What do CPU speed ratings in GHz actually mean?
A CPU's GHz rating indicates how many billion clock cycles it performs per second. A 3.5 GHz processor completes 3.5 billion cycles per second. However, higher GHz does not always mean faster performance because different CPU architectures accomplish different amounts of work per cycle. A modern 3.0 GHz processor can outperform an older 4.0 GHz processor due to improved efficiency per cycle.
How does frequency relate to sound and music?

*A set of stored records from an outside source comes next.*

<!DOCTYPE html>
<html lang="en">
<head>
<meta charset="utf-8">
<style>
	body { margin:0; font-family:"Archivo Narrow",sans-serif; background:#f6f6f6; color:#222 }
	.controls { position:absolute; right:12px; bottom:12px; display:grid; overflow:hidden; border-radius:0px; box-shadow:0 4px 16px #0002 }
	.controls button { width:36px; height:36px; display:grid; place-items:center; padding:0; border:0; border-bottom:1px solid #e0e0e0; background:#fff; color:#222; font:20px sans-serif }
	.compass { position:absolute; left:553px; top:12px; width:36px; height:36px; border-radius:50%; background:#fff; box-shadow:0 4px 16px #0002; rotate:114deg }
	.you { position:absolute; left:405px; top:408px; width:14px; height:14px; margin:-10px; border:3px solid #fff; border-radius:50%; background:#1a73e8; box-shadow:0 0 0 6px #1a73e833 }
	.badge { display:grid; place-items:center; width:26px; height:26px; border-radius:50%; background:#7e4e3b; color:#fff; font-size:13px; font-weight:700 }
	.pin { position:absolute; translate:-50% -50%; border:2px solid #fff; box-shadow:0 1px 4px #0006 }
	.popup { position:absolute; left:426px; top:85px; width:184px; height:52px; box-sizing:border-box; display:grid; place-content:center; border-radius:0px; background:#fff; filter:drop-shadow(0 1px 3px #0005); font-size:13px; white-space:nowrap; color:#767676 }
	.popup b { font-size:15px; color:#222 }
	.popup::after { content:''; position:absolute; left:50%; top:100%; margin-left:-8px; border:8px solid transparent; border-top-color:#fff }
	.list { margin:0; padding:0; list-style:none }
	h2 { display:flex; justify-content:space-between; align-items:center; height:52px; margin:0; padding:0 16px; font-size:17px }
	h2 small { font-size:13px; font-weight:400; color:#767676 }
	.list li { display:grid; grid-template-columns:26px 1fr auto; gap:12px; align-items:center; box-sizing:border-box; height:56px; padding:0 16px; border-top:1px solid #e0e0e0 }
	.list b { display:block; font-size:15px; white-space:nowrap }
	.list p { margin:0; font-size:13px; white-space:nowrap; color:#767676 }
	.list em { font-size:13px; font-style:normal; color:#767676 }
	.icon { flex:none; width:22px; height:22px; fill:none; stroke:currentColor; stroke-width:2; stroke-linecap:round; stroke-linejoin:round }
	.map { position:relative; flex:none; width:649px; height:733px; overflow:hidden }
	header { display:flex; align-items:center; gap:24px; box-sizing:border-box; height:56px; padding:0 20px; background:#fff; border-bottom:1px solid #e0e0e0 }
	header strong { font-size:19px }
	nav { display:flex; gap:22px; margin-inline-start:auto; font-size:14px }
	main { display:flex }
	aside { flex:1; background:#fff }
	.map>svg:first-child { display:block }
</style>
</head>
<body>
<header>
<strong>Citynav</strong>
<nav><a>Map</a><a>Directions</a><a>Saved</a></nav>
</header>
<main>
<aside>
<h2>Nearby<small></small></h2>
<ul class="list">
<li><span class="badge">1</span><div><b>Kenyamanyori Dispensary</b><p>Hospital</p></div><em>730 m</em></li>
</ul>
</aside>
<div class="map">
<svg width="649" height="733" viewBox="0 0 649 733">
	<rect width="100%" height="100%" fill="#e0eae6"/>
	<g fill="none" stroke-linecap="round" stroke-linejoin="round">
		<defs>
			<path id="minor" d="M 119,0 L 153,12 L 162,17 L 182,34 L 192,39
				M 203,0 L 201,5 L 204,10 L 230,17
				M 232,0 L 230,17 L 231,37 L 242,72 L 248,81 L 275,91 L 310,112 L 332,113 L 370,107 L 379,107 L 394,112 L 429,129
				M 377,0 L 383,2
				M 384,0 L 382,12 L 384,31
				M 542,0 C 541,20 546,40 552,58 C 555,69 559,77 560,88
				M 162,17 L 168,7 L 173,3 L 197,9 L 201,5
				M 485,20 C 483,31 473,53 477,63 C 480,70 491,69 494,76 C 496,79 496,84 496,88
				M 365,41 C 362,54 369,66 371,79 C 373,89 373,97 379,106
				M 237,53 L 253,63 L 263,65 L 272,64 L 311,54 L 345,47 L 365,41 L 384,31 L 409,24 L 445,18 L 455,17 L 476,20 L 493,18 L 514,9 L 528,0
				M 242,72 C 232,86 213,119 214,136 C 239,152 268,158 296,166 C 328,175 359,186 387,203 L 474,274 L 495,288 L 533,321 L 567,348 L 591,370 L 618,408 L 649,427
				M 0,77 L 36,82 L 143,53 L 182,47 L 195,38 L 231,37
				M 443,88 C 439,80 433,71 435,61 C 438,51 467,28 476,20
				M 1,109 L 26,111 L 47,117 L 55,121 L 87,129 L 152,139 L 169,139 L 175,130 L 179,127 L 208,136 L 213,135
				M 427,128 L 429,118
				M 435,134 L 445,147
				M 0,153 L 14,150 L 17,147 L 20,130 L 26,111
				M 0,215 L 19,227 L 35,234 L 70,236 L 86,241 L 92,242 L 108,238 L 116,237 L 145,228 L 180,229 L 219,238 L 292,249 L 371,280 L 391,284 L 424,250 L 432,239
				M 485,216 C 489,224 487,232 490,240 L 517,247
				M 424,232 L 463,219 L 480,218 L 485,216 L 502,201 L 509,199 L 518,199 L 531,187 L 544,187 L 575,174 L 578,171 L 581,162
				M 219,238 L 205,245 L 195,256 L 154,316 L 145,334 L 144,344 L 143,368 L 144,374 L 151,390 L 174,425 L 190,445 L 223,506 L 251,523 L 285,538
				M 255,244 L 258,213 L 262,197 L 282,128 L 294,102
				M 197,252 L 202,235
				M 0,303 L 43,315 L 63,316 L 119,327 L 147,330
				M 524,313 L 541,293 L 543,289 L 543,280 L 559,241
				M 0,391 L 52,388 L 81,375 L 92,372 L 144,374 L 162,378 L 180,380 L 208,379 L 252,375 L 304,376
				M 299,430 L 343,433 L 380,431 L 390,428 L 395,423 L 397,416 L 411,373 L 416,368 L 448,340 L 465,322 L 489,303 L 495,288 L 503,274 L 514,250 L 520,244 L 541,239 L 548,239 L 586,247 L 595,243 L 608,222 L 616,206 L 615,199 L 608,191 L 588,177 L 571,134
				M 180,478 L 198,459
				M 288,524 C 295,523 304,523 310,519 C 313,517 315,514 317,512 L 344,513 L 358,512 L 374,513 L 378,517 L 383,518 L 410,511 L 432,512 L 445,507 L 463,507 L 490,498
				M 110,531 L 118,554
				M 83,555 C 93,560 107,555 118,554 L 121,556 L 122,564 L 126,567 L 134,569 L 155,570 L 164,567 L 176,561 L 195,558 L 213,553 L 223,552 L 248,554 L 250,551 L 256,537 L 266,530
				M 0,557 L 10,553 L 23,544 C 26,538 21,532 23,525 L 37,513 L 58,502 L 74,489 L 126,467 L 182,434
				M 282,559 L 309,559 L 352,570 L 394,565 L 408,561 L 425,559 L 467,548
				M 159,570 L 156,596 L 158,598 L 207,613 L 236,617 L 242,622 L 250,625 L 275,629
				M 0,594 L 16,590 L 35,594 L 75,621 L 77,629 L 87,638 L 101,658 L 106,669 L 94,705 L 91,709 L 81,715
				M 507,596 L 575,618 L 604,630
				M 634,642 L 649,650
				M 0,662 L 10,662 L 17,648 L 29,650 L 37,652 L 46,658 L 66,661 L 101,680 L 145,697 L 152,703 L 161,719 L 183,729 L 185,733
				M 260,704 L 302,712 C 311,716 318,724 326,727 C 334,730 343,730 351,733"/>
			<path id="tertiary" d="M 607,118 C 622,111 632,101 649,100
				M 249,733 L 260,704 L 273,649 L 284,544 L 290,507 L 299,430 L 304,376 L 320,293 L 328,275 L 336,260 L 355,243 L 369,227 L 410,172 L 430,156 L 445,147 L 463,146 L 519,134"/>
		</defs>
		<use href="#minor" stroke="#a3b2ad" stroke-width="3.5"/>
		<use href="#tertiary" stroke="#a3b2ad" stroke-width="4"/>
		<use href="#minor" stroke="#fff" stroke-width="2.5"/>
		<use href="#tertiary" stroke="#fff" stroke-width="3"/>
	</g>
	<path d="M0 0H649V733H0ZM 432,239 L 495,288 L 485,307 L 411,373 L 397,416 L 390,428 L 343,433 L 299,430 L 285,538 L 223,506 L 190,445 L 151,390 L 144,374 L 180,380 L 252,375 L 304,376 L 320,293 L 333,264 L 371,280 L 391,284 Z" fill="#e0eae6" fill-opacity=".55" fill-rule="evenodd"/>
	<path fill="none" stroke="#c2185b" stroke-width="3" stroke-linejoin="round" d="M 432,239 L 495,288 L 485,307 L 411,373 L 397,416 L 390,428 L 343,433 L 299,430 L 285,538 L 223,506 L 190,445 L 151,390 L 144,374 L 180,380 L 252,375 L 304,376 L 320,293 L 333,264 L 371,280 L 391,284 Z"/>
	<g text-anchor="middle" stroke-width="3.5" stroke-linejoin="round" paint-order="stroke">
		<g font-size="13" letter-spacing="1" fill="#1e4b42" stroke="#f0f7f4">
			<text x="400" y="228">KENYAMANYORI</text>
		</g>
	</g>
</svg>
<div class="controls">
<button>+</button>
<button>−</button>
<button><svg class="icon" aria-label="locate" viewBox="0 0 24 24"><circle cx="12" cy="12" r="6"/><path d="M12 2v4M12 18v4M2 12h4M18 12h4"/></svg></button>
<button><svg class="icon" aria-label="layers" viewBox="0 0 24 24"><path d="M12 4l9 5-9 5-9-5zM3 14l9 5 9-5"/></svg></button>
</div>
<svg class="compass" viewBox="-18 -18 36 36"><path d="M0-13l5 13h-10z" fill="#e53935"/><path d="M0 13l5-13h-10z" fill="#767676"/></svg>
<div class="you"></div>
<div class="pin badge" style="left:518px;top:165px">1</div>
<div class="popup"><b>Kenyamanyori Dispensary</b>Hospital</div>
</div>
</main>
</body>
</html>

Sound frequency determines pitch: lower frequencies produce bass tones and higher frequencies produce treble. The human hearing range spans roughly 20 Hz to 20 kHz. Middle C on a piano is 261.63 Hz, concert pitch A is 440 Hz, and a bass guitar's lowest note is about 41 Hz. Frequencies below 20 Hz (infrasound) and above 20 kHz (ultrasound) exist but are inaudible to humans.
What WiFi frequency band should I use -- 2.4 GHz or 5 GHz?
Use 2.4 GHz when you need longer range, better wall penetration, or have older devices that only support it. Use 5 GHz when you need faster speeds and are close to the router -- it offers less interference and more available channels. For gaming and video streaming near the router, 5 GHz is ideal. For smart home devices and coverage in distant rooms, 2.4 GHz is more reliable.